→ **THE TASK**
Across the records below, count every line that contains the string "const", then report the count alone.

%%

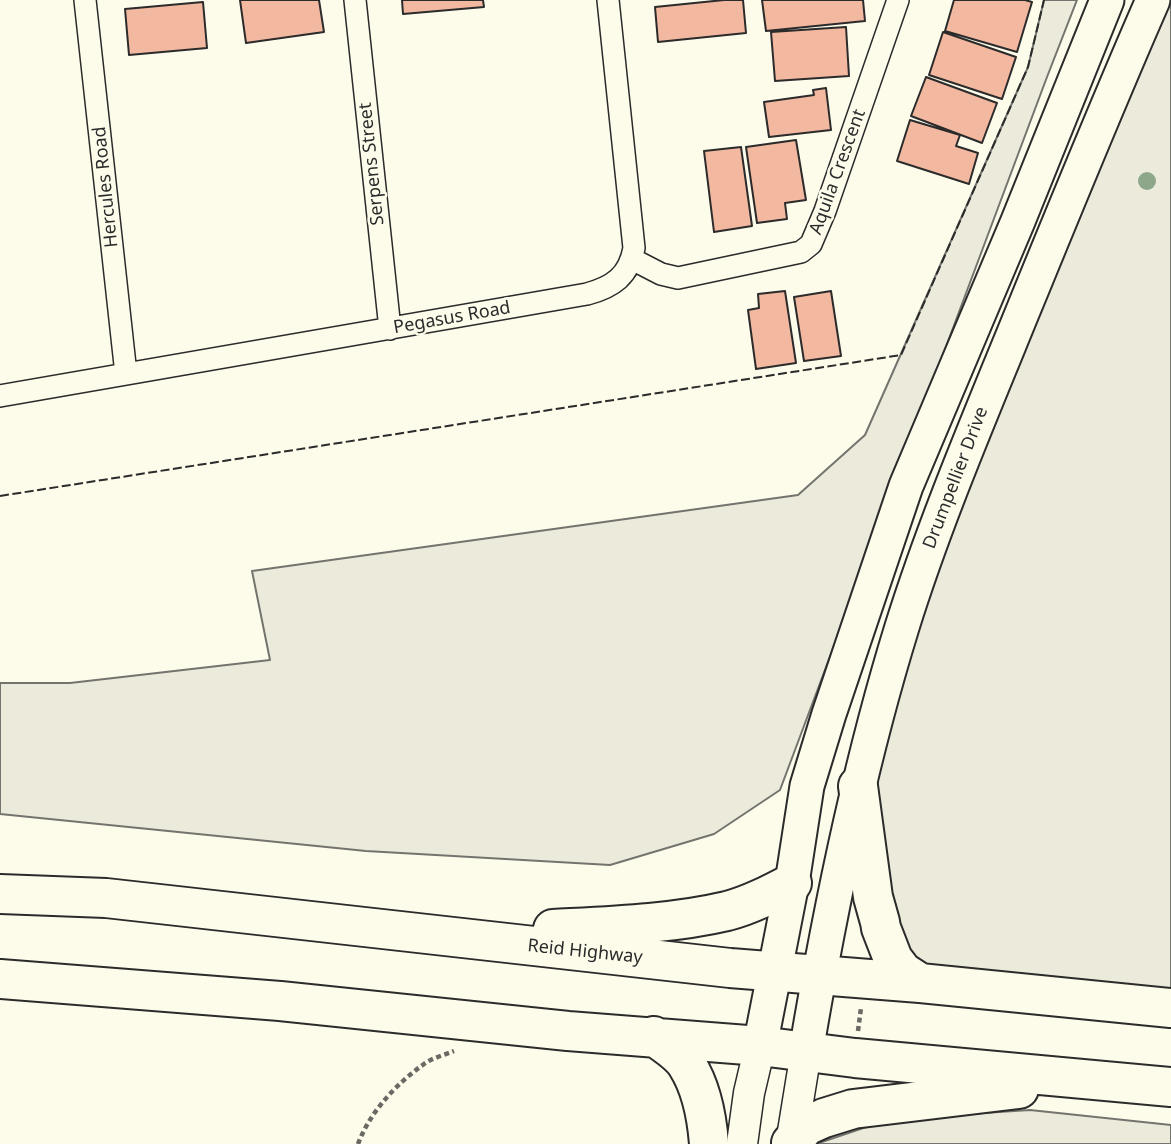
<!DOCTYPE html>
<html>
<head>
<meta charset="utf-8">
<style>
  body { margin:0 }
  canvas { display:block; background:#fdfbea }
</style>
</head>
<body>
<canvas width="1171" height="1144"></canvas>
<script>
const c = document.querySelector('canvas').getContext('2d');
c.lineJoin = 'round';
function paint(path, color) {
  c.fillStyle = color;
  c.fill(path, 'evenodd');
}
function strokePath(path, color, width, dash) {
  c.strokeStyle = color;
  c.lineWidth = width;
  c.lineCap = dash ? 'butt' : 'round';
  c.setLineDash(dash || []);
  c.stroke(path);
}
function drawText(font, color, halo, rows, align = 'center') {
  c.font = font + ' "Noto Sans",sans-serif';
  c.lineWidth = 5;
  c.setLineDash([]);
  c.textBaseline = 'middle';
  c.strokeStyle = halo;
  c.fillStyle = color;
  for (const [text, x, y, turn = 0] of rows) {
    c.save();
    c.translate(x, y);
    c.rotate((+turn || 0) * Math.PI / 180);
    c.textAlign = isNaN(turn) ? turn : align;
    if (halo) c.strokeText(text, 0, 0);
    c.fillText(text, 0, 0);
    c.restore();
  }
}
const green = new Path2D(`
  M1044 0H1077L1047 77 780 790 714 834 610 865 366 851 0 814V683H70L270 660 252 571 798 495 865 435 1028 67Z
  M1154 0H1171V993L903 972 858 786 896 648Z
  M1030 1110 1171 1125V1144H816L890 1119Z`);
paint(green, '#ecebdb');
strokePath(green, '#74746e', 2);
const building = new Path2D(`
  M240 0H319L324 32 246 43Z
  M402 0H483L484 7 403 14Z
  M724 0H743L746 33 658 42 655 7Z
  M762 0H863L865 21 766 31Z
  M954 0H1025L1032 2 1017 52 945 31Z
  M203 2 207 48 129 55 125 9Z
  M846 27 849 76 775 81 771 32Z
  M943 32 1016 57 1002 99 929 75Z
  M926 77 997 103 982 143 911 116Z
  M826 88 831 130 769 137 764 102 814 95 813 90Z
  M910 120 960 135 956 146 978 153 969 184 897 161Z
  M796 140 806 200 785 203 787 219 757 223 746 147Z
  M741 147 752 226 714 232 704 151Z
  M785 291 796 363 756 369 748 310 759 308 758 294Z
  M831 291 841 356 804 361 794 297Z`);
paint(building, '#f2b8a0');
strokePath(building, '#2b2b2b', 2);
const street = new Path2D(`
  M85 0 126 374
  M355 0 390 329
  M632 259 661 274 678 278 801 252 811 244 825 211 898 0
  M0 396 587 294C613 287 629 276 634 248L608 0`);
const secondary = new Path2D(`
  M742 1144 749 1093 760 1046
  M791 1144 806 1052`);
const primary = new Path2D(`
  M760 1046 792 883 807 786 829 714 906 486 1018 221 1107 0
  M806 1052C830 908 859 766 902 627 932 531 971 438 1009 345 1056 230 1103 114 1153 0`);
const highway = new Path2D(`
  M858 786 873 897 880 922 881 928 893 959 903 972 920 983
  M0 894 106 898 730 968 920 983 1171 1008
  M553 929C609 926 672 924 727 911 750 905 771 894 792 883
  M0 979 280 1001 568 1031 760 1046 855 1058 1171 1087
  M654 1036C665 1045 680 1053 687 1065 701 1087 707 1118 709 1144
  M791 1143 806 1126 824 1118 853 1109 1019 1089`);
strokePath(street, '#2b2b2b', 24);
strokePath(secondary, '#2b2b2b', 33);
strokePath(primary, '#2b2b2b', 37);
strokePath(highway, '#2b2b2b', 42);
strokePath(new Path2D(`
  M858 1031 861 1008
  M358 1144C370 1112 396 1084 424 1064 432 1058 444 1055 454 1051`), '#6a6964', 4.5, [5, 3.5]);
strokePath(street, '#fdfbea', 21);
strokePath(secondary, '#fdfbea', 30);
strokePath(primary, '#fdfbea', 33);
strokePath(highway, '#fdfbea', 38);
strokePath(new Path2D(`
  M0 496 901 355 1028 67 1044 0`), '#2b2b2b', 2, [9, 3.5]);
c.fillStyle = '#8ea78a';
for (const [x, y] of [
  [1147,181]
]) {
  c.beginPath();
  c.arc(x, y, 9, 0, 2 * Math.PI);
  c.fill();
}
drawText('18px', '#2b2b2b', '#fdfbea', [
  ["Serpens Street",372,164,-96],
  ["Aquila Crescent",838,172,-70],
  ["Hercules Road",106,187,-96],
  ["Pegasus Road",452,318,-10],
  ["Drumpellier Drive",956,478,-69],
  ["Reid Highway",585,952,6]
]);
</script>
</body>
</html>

%%

→ **ANSWER FOR THIS EXERCISE**
9